The discordant couples have a lot of health challenges, and needs that can make them take high risk behaviors. These needs include: to have a satisfying sexual life, safer conception, desired pregnancy, uninfected children, treatment for infertility, contraception to prevent unwanted pregnancy and screening for cancers. The discordant couples can meet some of these needs with effective interventions that reduce the risks of infecting the HIV negative partner. These interventions include CHTC and identification of at risk negative partner, correct and consistent use of condoms, male medical circumcision, PrEP and PEP, use of HAART as treatment as prevention on the positive partner to protect the negative partner. Sperm washing, sperm donations and assisted reproduction technology are other options.
Correct and consistent use of the condoms have been reported to reduce the rate of HIV transmission from 20-25% to 3-7% [3,4]. Male medical circumcision was effective in reducing HIV transmission by 38-66% [11,20]. PrEP with oral tenofovir are known to reduce transmission by 67% and 75% when combined with emtricitabine as truvada [15].

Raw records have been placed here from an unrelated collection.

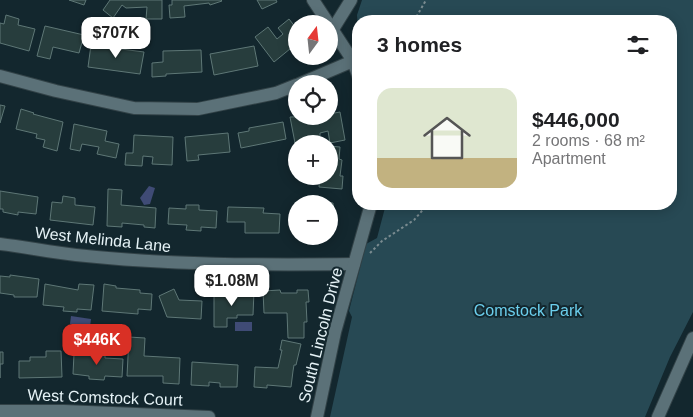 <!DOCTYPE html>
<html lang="en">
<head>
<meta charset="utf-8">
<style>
  :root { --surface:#fff; --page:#f2f2f2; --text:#202124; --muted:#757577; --accent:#d93025 }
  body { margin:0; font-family:Helvetica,sans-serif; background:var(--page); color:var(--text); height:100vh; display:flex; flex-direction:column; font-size:19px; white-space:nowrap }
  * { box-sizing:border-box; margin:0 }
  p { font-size:16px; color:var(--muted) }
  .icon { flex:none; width:28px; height:28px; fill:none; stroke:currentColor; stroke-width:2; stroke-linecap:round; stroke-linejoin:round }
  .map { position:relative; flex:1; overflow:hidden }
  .sheet { position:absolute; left:352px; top:15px; width:325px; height:195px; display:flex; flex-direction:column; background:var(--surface); border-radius:20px; box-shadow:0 2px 12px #0003 }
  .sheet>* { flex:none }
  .needle { width:32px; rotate:15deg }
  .fabs { position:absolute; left:288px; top:15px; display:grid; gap:10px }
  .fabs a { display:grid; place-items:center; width:50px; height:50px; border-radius:50%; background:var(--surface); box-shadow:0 2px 12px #0003; font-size:25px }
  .price { position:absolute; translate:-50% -42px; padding:0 11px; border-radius:10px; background:#fff; color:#222; font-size:16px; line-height:32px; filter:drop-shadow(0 1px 2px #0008) }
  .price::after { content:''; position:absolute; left:50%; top:30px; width:15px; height:11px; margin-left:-8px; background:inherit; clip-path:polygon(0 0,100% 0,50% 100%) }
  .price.on { background:var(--accent); color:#fff }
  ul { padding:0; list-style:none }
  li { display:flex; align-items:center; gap:15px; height:125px; padding:0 25px }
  li span { display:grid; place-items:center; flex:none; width:140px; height:100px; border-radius:15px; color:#555 }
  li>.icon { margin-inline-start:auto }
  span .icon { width:60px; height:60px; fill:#fffc; stroke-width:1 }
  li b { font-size:21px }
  h2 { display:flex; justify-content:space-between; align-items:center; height:60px; padding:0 25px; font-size:21px }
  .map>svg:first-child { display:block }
</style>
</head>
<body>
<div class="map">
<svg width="693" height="417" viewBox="0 0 693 417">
  <rect width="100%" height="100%" fill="#13272e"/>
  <polygon fill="#274954" points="362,0 693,0 693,312 670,357 645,417 330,417 352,317 349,311 366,244 377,238 386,204 671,204 671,21 359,21 359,41 357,15"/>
  <g fill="#3f4b75">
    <polygon points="123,32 138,38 135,46 131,46 120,39"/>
    <polygon points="149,186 155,188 150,204 144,205 140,198"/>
    <polygon points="71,316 91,319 90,327 70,324"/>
    <rect x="235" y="322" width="17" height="9"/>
  </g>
  <g fill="#273d3d" stroke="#5e7776">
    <polygon points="69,0 86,0 84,5"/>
    <polygon points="110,0 162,0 162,19 146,19 147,7 126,8 122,5 113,18 103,10"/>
    <polygon points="172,0 221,0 222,1 210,5 209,3 184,6 185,17 170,18 169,5 172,5"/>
    <polygon points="257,0 276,0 277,2 262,9"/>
    <polygon points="6,15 19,19 18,25 35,29 29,51 0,43 0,23 4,24"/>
    <polygon points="289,19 296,28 296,44 274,62 255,37 268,27 277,39 283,34 278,28"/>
    <polygon points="45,26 84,35 79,53 53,47 50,59 37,56"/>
    <polygon points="91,45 144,52 140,74 88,67"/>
    <polygon points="254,46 258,66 214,75 210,54"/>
    <polygon points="201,50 202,72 166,74 166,76 152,77 152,63 163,62 163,51"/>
    <polygon points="0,105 5,106 0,123"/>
    <polygon points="21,109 34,113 33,114 63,122 57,151 43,147 45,140 36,138 37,134 16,129"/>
    <polygon points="340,112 345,140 330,143 328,131 320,133 320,136 312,138 312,141 295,143 290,117 329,116 329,114"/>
    <polygon points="283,122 286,139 241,148 238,133 249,131 249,128"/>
    <polygon points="74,124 107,131 105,141 119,144 116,158 97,154 99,147 82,144 80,151 70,149"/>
    <polygon points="228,133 230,152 198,155 199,160 187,161 185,137"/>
    <polygon points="134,135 173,137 172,165 152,164 153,157 143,156 142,166 125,165 126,153 133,153"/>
    <polygon points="329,146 340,147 339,159 342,160 340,176 343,176 342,189 319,187 320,176 329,176"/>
    <polygon points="108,189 122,190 121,205 156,208 155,228 144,227 144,225 122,223 122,227 107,226"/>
    <polygon points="0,191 38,197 36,214 18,212 18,215 3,212 3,209 0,209"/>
    <polygon points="63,196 75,198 75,205 95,207 93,225 50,220 52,202 62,203"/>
    <polygon points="312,203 333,203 334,218 329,218 329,204"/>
    <polygon points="186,205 199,205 199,210 217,211 216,228 201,227 201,231 186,230 187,225 168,224 169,208 186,209"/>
    <polygon points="228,207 264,208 263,213 280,214 279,233 245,233 245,222 227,222"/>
    <polygon points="10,275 39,279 37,297 14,297 14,295 0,293 0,276 10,277"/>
    <polygon points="45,284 78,290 79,284 94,285 91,310 77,309 77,312 63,311 64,307 43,305"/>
    <polygon points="104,284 116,286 116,288 140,290 140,293 152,294 151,310 138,309 138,314 102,311"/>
    <polygon points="174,289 179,300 202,301 201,319 167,317 159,296"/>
    <polygon points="280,290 281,293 297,293 297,290 308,290 309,302 306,302 307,322 304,322 304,338 288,338 287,313 264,313 263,291"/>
    <polygon points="239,291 254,291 253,315 237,315 237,318 227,318 227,327 214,327 214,295 239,295"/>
    <polygon points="129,337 145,338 144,356 180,358 179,384 163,383 163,376 127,376"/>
    <polygon points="282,340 301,344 296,365 294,365 293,371 291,387 267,385 267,388 254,387 255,367 278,368 282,350 280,350"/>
    <polygon points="46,351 61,351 62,377 19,378 19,361 30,361 30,357 46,357"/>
    <polygon points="0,352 3,352 3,364 0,364 0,378"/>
    <polygon points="74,354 105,355 105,358 123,359 122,377 105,376 104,380 89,379 89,376 73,374"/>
    <polygon points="192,362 238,365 237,387 220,387 220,383 209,382 209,386 191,385"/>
  </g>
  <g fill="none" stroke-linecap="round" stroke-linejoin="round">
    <defs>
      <g id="street">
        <polyline points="313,0 353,61 359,78"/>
        <polyline points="333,29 351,0"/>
        <polyline points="0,76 56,91 134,108 198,109 276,93 296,85"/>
        <polyline points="299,84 353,61"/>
        <path d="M0,244C25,247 50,252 76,255C168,265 261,265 354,264"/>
        <polyline points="0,411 64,411 209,417"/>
        <polyline points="317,417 335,332 371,204"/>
        <polyline points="658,417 693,338"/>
      </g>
    </defs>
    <use href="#street" stroke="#324247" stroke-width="14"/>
    <g stroke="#7b8c91" stroke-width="2" stroke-dasharray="2.5 2.5" stroke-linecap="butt">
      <polyline points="414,21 426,0"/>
      <polyline points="370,253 382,241 414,220 428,204"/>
    </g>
    <use href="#street" stroke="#5b7178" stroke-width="12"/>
  </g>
  <g text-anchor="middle" stroke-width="4" stroke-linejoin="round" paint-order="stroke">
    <g font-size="16" fill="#e5f2f6" stroke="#13272e">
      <text transform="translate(103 239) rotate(6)" y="6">West Melinda Lane</text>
      <text transform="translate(320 335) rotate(-76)" y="6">South Lincoln Drive</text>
      <text transform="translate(105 397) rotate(2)" y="6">West Comstock Court</text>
    </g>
    <g font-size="16" fill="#6bceec" stroke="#13272e">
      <text x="528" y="316">Comstock Park</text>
    </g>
  </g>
</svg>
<div class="fabs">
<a><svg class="needle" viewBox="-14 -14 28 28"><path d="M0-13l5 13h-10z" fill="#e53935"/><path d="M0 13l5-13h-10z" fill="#757577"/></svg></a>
<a><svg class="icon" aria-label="locate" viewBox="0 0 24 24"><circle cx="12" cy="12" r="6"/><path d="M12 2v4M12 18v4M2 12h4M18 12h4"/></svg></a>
<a>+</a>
<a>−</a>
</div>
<b class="price" style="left:116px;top:59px">$707K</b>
<b class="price" style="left:232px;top:307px">$1.08M</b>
<b class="price on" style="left:97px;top:366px">$446K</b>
<section class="sheet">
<h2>3 homes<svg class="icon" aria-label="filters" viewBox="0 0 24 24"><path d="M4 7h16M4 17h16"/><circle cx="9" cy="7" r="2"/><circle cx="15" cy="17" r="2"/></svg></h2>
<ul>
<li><span style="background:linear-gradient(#dfe7d0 70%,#c2b280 0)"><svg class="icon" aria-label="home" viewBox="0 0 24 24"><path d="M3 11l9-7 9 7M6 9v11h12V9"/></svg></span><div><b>$446,000</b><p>2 rooms · 68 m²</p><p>Apartment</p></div></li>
</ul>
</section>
</div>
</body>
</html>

Conception is a serious issue in a discordant relationship and a common cause of unsafe sexual risk behavior. Correct and consistent use of condoms, sexual transmitted infections and opportunistic infections treatments, and early initiation of highly antiretroviral therapy for maximal suppress viral replication before attempting to conceive are strategies that can be employed to reduce the risk of HIV transmission in such situation.

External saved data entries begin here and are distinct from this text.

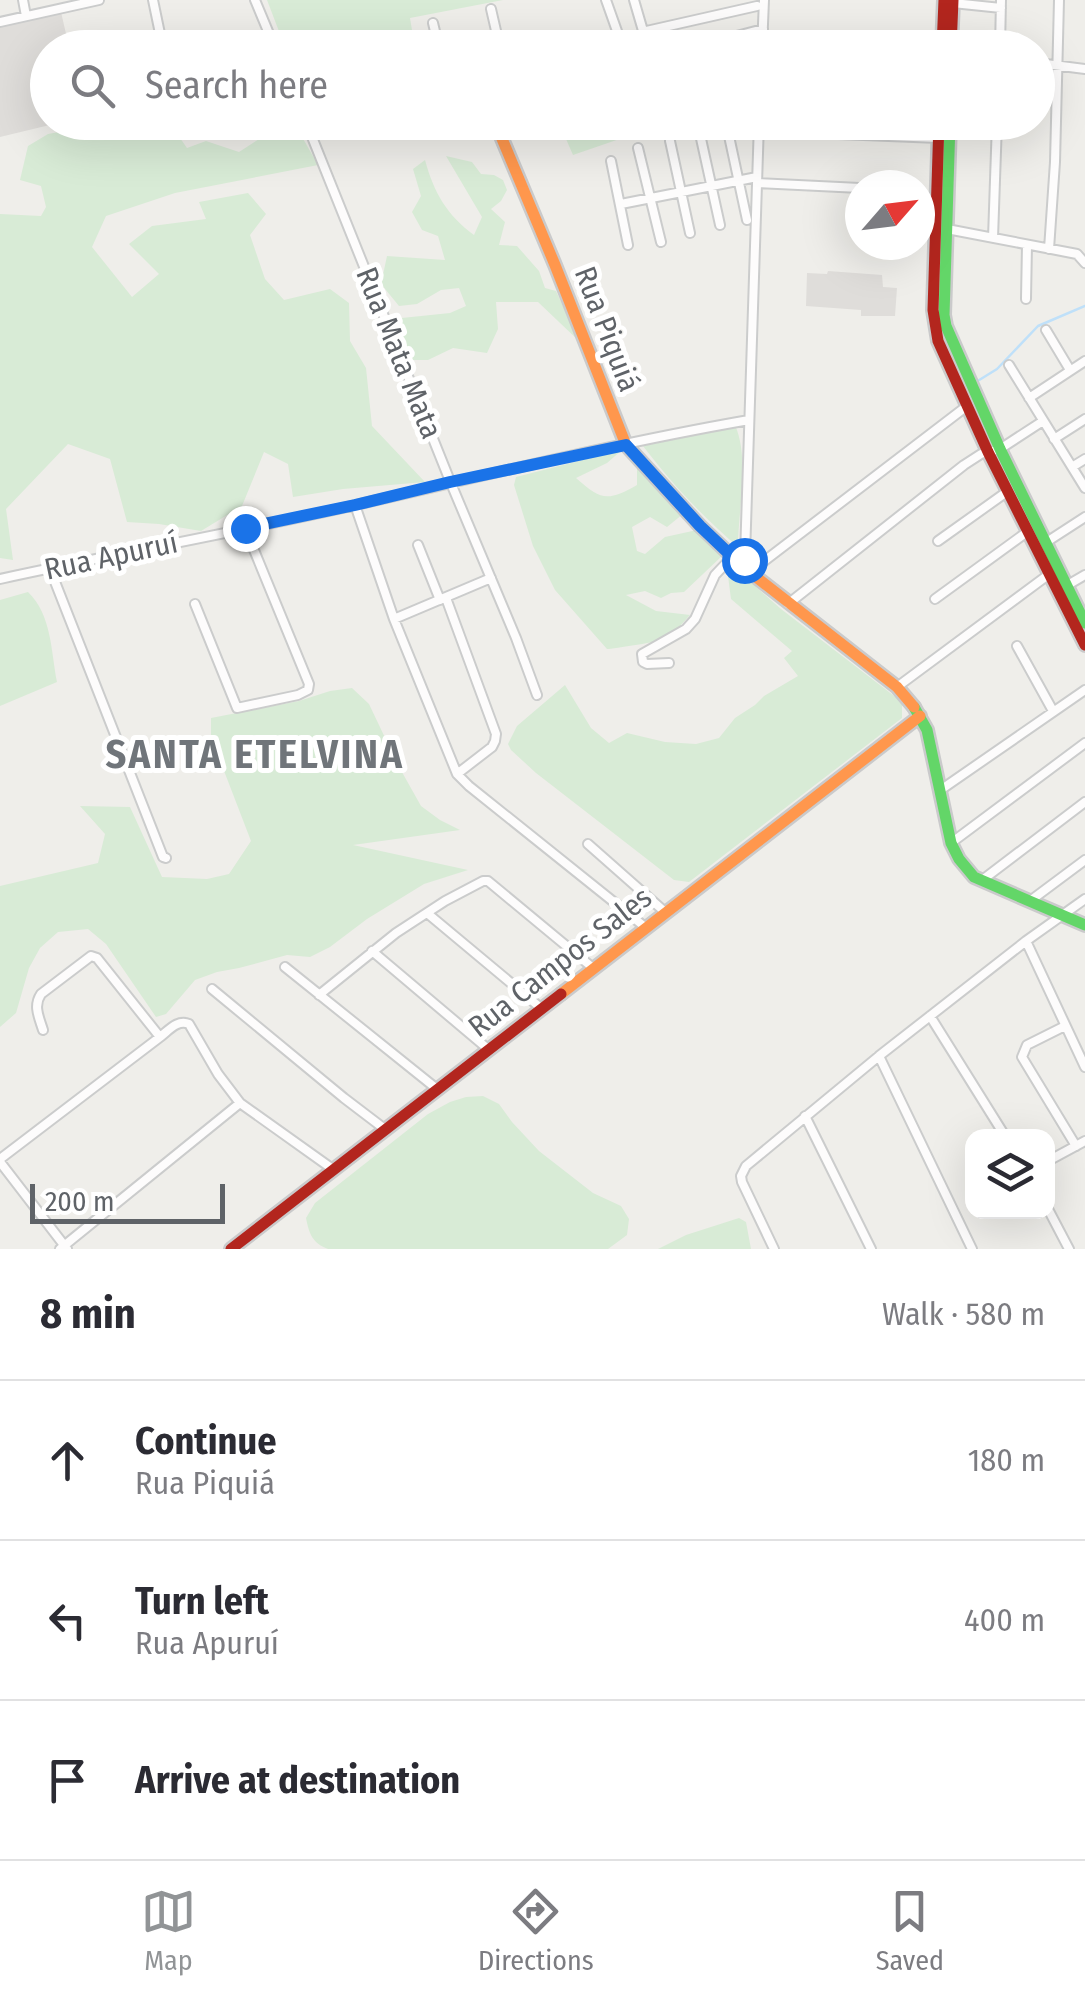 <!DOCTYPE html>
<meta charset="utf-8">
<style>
body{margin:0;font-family:"Fira Sans Condensed",sans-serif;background:#f7f7f7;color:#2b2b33}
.controls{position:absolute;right:30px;bottom:30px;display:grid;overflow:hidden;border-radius:20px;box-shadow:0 10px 40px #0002}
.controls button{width:90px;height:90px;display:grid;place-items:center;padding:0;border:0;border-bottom:2px solid #e1e1e2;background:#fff;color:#2b2b33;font:50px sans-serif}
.compass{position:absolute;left:845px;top:170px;width:90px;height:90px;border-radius:50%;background:#fff;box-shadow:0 10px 40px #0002;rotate:62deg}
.scale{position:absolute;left:30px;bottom:25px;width:195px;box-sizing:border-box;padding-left:10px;border:5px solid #5f6368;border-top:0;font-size:28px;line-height:35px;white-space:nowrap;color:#5f6368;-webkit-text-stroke:8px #fff;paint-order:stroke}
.stop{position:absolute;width:30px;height:30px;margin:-22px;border:8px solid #1a73e8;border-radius:50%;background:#fff}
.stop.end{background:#1a73e8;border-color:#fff;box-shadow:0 2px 10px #0008}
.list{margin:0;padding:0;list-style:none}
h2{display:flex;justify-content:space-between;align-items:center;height:130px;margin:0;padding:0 40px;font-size:42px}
h2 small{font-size:32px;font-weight:400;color:#7c7c81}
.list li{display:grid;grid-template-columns:65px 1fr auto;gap:30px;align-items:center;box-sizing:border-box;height:160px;padding:0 40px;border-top:2px solid #e1e1e2}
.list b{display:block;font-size:38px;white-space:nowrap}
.list p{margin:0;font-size:32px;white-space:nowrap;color:#7c7c81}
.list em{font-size:32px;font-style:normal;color:#7c7c81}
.icon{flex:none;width:55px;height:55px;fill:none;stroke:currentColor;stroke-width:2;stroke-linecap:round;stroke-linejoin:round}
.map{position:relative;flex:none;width:1085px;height:1249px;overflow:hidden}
.search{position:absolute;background:#fff;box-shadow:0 10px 40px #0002;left:30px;right:30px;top:30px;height:110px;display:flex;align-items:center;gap:25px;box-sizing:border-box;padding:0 35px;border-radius:55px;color:#7c7c81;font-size:38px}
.sheet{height:610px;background:#fff}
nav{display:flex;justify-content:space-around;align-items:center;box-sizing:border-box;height:140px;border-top:2px solid #e1e1e2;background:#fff;font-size:28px;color:#7c7c81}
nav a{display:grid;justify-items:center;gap:5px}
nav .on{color:#919496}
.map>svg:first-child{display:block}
.industrial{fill:#dfddda}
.green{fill:#d8ebd6}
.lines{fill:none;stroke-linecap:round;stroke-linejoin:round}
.stream{stroke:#bfe0f9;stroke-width:2.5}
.street-casing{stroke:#cbcccc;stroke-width:12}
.fast-casing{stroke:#cacacb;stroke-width:16}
.slow-casing{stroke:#cacacb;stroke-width:16}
.jam-casing{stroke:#cacacb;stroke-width:16}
.street{stroke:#fdfcfc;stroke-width:8}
.fast{stroke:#63d668;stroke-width:11}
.slow{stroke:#ff974d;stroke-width:11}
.jam{stroke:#b3261e;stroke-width:11}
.route{stroke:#1a73e8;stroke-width:12}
.labels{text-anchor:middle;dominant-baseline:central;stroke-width:10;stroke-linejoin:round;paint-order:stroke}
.street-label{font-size:30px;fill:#5f6368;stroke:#fff}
.district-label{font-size:40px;font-weight:bold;letter-spacing:2.5px;fill:#70757a;stroke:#fff}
</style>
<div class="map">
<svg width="1085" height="1249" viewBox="0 0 1085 1249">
<rect width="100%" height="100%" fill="#efeeea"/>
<path class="industrial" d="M61 12 69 47 48 48V122L58 123 0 137V27Z
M828 271 882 275 883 287 897 288 895 316H861V310L806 306 807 273 827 274Z"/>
<path class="green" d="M267 0H503L410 18 415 48 285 47Z
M79 122 180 123V138L187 148 206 141 239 152 267 134 297 128 318 165 175 193 106 216 92 247 132 297 159 274 129 244 152 226 206 219 199 202 248 193 266 214 250 235 265 279 284 300 330 289 349 303 350 341 366 368 372 426 425 482 343 489 293 497 288 464 264 452 242 506 201 531 159 524 127 522 110 459 68 444 6 509 13 560 0 558V214L41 216 46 207 41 186 20 180 28 146 48 134 70 130Z
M559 123H666L573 155Z
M446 156 472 162 481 174 494 175 503 180 507 190 501 201 491 209 505 222 499 245 517 246 539 271 545 288 556 291 579 341 538 302H496L498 329 487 353 453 348 428 360H409L392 319 450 313 466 306 459 288 441 290 417 304 399 306 381 284 387 256 445 260 438 236 422 230 412 212 421 196 413 169 425 160C434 193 447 215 474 235L482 217Z
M735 425C750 459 738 510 738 547 701 515 673 485 643 446Z
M622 450 607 463 576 478C601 500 607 502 637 485V461L683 514 667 527 650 517 632 527 637 551 645 554 665 537 697 530 722 556 684 592 671 593 661 598 645 591 626 595 656 611 690 615C683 622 674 635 666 639 662 641 613 649 607 649L555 590 533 546 514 485 516 477Z
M737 570 781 609 902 702V718L689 882 674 880 536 773 511 750 508 744 517 726 565 685 591 728 609 743 627 733 665 742 696 744 719 738 735 718 755 705 764 696 798 676 784 658 792 651 731 599 728 576Z
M28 592C52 615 51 652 57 682L0 706V600Z
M352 688 369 704 398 765 421 806 440 820 460 830 353 845 468 870 424 884 367 919 330 947 310 957 287 955 239 968 217 972 195 980 166 1014 156 1017 106 944 88 929 58 932 40 948 29 968 16 1013 0 1027V886L98 863 105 834 80 806 130 807 162 877 207 879 229 874 251 841 211 737V718L299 701 330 691Z
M483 1096 499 1104 512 1122 539 1151 593 1193 621 1206 629 1219 627 1235 608 1249H328C312 1243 309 1233 306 1218L315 1203 428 1114 450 1102 466 1097Z
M739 1218 746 1222 751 1249H658L686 1235Z"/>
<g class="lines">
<path class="stream" d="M976 382 997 369 1038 326 1085 306"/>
<g class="street-casing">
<path id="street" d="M23 0 26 16
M153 0 163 48
M255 0 275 48
M606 0 623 48
M634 0 648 48
M953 3 1001 8
M491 9 500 48
M0 22 99 0
M433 23 439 48
M642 32 757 6
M691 48 763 29
M762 48 764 0
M1000 48 1001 0
M1038 63 1085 69
M306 122 450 481 516 638 537 695
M726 122 747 220
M698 125 720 225
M759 131 939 138
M311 134 363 122
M670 141 690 233
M638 148 661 242
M611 161 628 245
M757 183 860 188
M621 204 757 177
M920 221 936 223
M947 229 1077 254 1085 263
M993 238 997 122
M1049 249 1055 162 1059 0
M1026 299 1027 245
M1046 330 1070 370
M1009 365 1085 488
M1029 398 1085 361
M1054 439 1085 419
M1072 467 1085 459
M355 505 394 619 457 774 469 786 645 927
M938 541 1008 491
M1045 543 1085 517
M418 545 440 600
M742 566 745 556 759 122
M50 569 163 857 166 858
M750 572 967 406
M0 579C119 553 238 532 356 505 487 475 617 443 749 420
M1066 586 1085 575
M446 598 496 734 495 741 492 747 457 774
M935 599 1027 532
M195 604 237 708 298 695 308 690 309 684 245 528
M788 604 964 465 981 454 1000 449 1043 421
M394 619 491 578
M1017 646 1053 711
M669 663 647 664 643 662 642 654 686 629 695 619 715 575 732 557
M897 687 1048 575
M939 791 1085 690
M951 843 1085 743
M588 844 665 912
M981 881 1085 802
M1030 901 1085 860
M427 913 542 1009
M1026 941 1085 1067
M372 951 488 1049
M285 967 437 1089
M212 989 344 1098 386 1130
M319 995 396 933 445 901 483 881H488L593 968
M930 1016 1005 1136
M1065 1026 1027 1045 1022 1057 1076 1146
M43 1030C39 1017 33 1006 41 994L91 956 97 958 160 1037
M879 1056 972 1249
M805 1116 871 1249
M0 1159 160 1037C169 1030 178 1019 189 1024L218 1074 240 1103 334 1170
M1048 1161 1085 1141
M0 1162 67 1249
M1048 1209 1069 1249
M60 1249 240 1103
M774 1249 742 1182 741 1176 746 1166 879 1056 1026 941 1085 899"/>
</g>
<g class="fast-casing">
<path id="fast" d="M950 122 944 315 946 326 1000 449 1085 623
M914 707 927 730 951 843 959 859 974 877 1085 925"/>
</g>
<g class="slow-casing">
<path id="slow" d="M495 122 555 265 626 445 700 526 742 566 897 687 914 707
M561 994 920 716"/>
</g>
<g class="jam-casing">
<path id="jam" d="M942 48 944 0
M951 48 953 0
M939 122 933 310 938 341 988 452 1085 645
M231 1249 561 994"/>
</g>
<use href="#street" class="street"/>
<use href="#fast" class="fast"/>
<use href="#slow" class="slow"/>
<use href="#jam" class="jam"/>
</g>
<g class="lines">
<path class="route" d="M245 528 355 505 450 482 626 445 700 526 742 566 744 560"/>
</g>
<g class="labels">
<g class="street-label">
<text transform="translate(607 329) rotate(69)">Rua Piquiá</text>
<text transform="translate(399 353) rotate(68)">Rua Mata Mata</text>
<text transform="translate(111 556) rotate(-12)">Rua Apuruí</text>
<text transform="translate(560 962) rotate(-38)">Rua Campos Sales</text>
</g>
<g class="district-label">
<text x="255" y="755">SANTA ETELVINA</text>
</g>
</g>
</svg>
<div class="controls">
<button><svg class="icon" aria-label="layers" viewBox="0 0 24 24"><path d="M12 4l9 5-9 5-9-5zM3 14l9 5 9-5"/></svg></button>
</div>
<svg class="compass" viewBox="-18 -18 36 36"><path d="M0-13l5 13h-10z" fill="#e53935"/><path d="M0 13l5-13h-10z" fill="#7c7c81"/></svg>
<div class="scale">200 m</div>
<div class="stop" style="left:744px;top:560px"></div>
<div class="stop end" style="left:245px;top:528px"></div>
<div class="search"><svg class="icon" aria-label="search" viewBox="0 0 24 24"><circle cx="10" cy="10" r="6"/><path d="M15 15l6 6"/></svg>Search here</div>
</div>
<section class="sheet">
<h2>8 min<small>Walk · 580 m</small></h2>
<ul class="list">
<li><svg class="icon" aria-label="ahead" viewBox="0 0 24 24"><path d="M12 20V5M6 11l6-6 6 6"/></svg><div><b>Continue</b><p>Rua Piquiá</p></div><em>180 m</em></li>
<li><svg class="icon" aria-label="left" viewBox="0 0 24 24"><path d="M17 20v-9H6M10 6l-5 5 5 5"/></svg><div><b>Turn left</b><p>Rua Apuruí</p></div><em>400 m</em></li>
<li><svg class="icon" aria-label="arrive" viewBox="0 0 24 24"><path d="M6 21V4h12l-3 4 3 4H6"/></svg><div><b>Arrive at destination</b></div></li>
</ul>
</section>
<nav>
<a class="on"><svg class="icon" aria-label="map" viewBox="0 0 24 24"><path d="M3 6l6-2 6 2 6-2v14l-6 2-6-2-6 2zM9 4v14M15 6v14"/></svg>Map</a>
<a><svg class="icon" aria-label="directions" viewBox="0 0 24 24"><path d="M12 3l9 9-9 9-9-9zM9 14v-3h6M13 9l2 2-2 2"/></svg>Directions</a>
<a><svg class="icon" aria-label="saved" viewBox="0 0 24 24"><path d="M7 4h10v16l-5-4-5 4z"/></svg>Saved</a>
</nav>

Safer conceptions can be achieved when the woman is positive and the man is negative through artificial insemination with the negative husband’s sperm [21] . Another option is timed unprotected intercourse during ovulation when the woman on HAART had undetectable viral load [22]. PrEP and PEP can also be given to the man before and after the exposure [14].
When the woman is negative and the man is positive, safer conceptions can be achieved by sperm donation from a negative male. When this option is not acceptable, sperm washing and intrauterine insemination are safe and effective risk reduction methods. PrEP and PEP can be offered to the HIV negative woman before and after the timed unprotected intercourse during ovulation when the positive man has had maximal viral suppression with highly antiretroviral therapy.
The study was a retrospective hospital-based study and the couple HIV discordant prevalence rate may be higher than population-based studies. The serial HIV antibody screening test could give false negative or positive results.
HIV testing and counseling centers should be encouraged to practice testing of sexual partners or groups of sexual contacts, and giving out the same day results to encourage mutual disclosure of partners’ status, identify and protect negative partners from acquiring new HIV infections.
A large number of cohabiting couples are HIV discordant. The negative partners in such settings are very vulnerable to HIV infections. Sexual risk behaviors and unsafe sex can be under taken when the discordant couples are trying to satisfy their sexual desire and achieve desired pregnancy. This study discussed the available treatment options for the discordant couples to meet their needs at reduced rate of infecting the negative partner.